When the market goes on sale I will be happy to buy stocks again...and it will.
Meanwhile I would rather collect interest on MM and CD's, rather than risk a 40% spanking which would not be at all ER friendly.
Risk is a funny thing. Volatility and market crashes get a lot of press and make for great conversation, but you dont hear much talk about the risk of not being able to keep up with inflation.
The latter scares me much more and IMHO, there's no better equity investment than common stocks.
Past performance may be no guarantee of future results, but what the hell else are you going to go on?
One thing that I have noticed is no one likes stocks in general the last 4 or 5 years or so! - Nobody! - All the Brokerage Houses say they are overvalued, most individuals that bought in the late 1990's and got burnt, hate them! - Everyone on this forum says they are overvalued! - Even me. I say they are overvalued!
Since, everyone hates them, the sellers must have sold already. Or what would it take to get a major sell off?
So, if you ever believed in a contrarian play, this could be it. Not real estate, because everyone here LOVES Real Estate - mainly because we've had huge increases in the last 4 or 5 years.
When ever I hear that someone is waiting for the Big Sale on Wall Street. The phrase of "More money has been lost waiting for the big Correction, than the Correction itself"
Just a thought
The income fund in my 401k this year pays 5.5%. With the market over-valued the way it is, why shouldn't I ride it out until the next crash and then get bullish?
Sounds like Eagle could be a market strategists and get paid millions to be correct every once and a while. Up, down, side-to-side & trading range. You guys remember Abby J Cohen? She was labeled as a market "guru" b/c she made one good call. I don't see her in the press too much anymore with the exception of Barrons Roundtable (and I don't think she belongs either )
Without looking, I think the 5 year s&p 500 appreciation through 12/31/04 is still high single or double digit negative returns though? Apparently theres a good reason to hate stocks.

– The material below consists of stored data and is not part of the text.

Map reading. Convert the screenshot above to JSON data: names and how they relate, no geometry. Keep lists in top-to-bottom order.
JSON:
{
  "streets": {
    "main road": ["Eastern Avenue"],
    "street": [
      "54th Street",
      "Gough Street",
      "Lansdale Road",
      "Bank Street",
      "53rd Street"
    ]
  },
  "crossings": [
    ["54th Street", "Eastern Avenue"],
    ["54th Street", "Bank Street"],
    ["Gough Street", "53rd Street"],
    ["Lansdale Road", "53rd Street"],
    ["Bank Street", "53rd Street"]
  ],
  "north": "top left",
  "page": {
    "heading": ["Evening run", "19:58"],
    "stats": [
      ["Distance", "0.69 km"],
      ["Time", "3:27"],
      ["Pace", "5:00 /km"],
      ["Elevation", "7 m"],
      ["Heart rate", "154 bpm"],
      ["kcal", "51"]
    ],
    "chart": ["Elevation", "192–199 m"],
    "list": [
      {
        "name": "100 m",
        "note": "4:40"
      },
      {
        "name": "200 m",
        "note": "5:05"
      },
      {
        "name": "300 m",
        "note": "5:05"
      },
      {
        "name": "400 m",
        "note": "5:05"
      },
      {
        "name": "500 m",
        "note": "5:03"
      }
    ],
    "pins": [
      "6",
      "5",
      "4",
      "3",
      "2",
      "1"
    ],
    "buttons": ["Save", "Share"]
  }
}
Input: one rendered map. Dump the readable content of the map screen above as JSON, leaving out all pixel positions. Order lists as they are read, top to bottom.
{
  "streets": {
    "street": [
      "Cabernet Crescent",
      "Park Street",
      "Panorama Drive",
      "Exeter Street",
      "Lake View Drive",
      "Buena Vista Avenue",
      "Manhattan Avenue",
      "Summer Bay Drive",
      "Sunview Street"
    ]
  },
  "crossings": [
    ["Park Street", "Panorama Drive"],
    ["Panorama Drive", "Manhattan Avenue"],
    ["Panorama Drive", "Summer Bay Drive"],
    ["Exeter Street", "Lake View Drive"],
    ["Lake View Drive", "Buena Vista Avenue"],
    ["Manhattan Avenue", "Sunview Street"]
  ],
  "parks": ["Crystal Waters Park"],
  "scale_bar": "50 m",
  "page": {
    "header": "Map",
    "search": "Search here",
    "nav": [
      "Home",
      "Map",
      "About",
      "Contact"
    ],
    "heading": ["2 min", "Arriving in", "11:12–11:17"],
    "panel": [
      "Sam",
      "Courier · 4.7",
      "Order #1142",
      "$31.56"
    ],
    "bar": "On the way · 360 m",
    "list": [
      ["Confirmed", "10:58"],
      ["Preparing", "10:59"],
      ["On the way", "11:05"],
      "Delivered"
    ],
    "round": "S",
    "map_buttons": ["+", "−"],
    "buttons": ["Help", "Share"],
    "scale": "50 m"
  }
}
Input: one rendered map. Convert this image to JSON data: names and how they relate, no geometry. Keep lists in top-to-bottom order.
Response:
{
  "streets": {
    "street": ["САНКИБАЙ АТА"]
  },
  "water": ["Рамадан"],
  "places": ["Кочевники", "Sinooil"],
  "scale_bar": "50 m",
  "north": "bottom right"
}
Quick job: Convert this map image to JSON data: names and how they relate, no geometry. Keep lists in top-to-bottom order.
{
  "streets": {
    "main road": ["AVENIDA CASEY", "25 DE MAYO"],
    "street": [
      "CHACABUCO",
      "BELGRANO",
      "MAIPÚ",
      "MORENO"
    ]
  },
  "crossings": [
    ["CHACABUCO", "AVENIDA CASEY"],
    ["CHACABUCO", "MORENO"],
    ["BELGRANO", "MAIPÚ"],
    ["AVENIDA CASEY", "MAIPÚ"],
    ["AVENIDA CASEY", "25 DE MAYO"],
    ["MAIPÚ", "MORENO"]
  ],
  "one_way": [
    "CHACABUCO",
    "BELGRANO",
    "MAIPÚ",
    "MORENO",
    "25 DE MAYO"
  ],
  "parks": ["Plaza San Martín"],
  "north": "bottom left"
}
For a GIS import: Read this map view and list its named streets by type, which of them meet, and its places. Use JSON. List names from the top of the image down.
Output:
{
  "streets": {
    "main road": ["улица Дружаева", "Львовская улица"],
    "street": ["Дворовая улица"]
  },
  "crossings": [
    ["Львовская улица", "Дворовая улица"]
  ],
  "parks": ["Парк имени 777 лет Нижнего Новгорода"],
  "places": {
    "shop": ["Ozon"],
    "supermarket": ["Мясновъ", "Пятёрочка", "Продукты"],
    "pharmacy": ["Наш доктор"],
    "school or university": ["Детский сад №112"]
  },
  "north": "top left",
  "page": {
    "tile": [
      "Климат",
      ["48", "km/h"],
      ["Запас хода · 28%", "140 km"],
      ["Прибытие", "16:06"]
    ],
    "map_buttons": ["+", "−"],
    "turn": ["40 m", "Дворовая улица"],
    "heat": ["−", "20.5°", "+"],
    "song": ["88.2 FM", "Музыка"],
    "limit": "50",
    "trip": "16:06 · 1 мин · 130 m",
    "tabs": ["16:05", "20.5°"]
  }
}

Last I looked, which was probably in December 2004, my portfolio had a 7.something% IRR per Quicken, and I'm mostly S&P500, with a smattering of my employer's stock which has underperformed the S&P over that time period and out of which I have been diversifying. So I'd bet that the S&P's rate of return for 5 years ending 12/31/04 is actually positive 7.something%.
malakito
I have some Oracle and Comcast that I want to get out of in order to purchase dividend paying stocks. Does anyone have any recommendations for me to research?